+1 on SIRIL is the way to go, it’s much better and being very actively improved.
However we didn’t answer your question as to the mystery of DSS producing a limited bit depth image. Certainly final stacking should be in 32-bit format. Calibration is also often done in 32-bit although it can be done in 16-bit, but the final stacking should be in 32-bit.
I don’t know the exact cause but I ran into this before in a couple of circumstances, years ago with DSS. In general even with DSS, using FITS files is better than TIFF files from my understanding as FITS more consistently holds some of the metadata (header data) that the stackers read. That was my main mistake… occasionally not using FITS early on in my Astra photography journey.

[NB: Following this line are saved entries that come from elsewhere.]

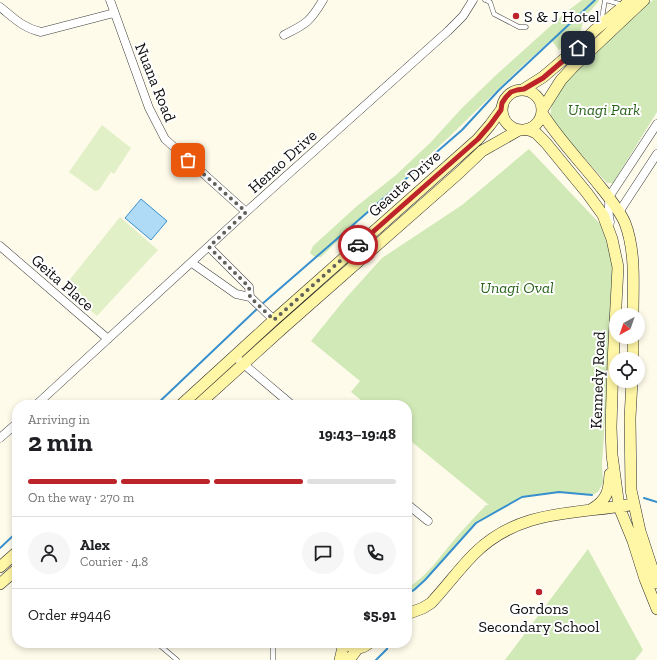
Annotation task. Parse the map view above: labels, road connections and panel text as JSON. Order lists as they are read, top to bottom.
{
  "streets": {
    "main road": ["Geauta Drive", "Kennedy Road"],
    "street": ["Nuana Road", "Henao Drive", "Geita Place"]
  },
  "crossings": [
    ["Nuana Road", "Henao Drive"],
    ["Henao Drive", "Geita Place"],
    ["Geauta Drive", "Kennedy Road"]
  ],
  "parks": ["Unagi Park", "Unagi Oval"],
  "places": ["S & J Hotel", "Gordons Secondary School"],
  "north": "bottom left",
  "page": {
    "heading": ["2 min", "Arriving in", "19:43–19:48"],
    "panel": [
      "Alex",
      "Courier · 4.8",
      "Order #9446",
      "$5.91"
    ],
    "bar": "On the way · 270 m"
  }
}
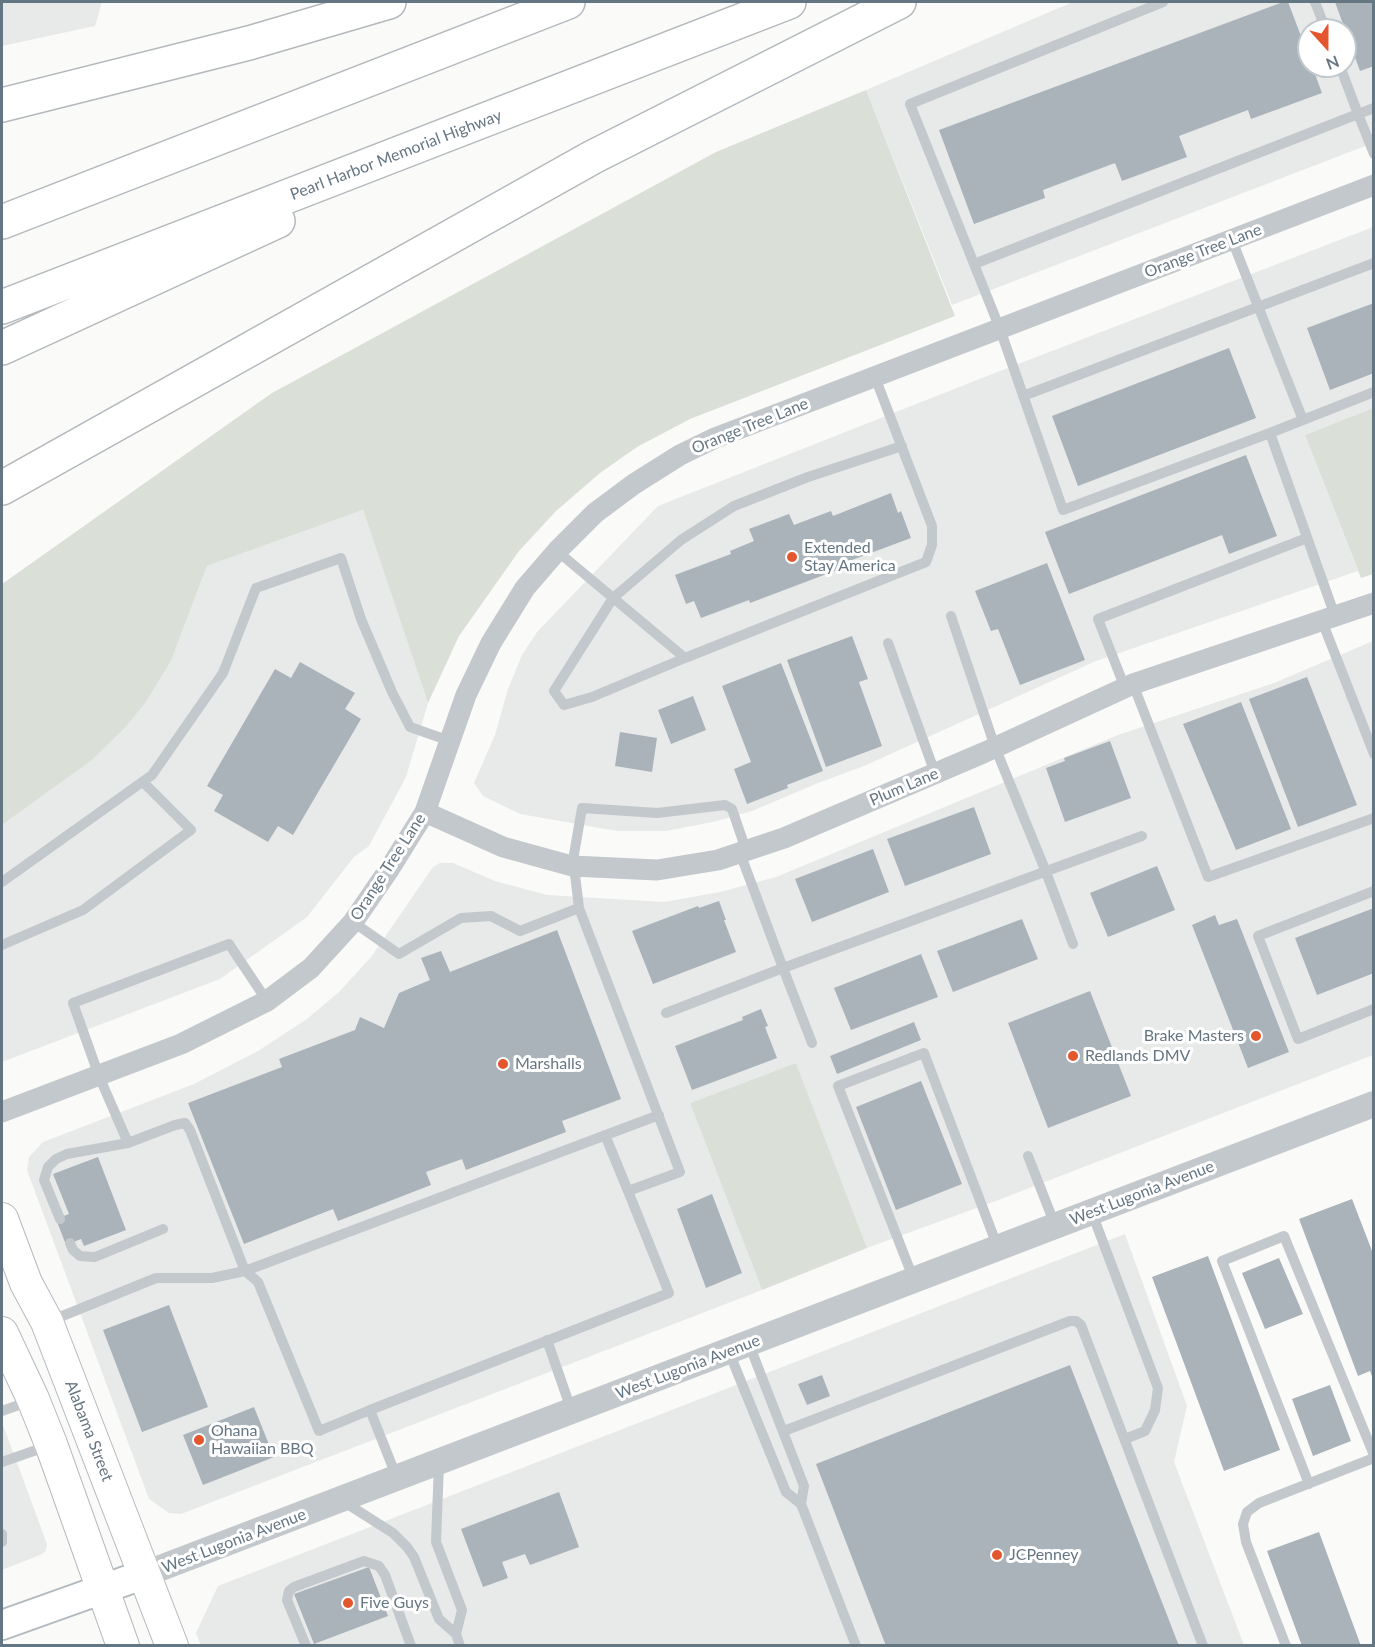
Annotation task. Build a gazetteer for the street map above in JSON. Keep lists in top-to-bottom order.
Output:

I wouldn’t worry too much about the root cause of the problem, just stick with FITS, I would switch to SIRIL because it’s really just a much much better solution and see if it ever happens again.
Another cause of the problem and can be auto stretching. I have had a couple instances where the auto stretch, in Pixinsight in particular, would create an image like you display, which is technically referred to us posterization. This sometimes happens when auto stretching an image that has had some other image processing steps on it, especially a noise reduction. Even on the same image not all auto stretching operations from all programs create this artifact. I don’t know the reason this happens either.
Edited by smiller, 15 May 2025 - 03:00 PM.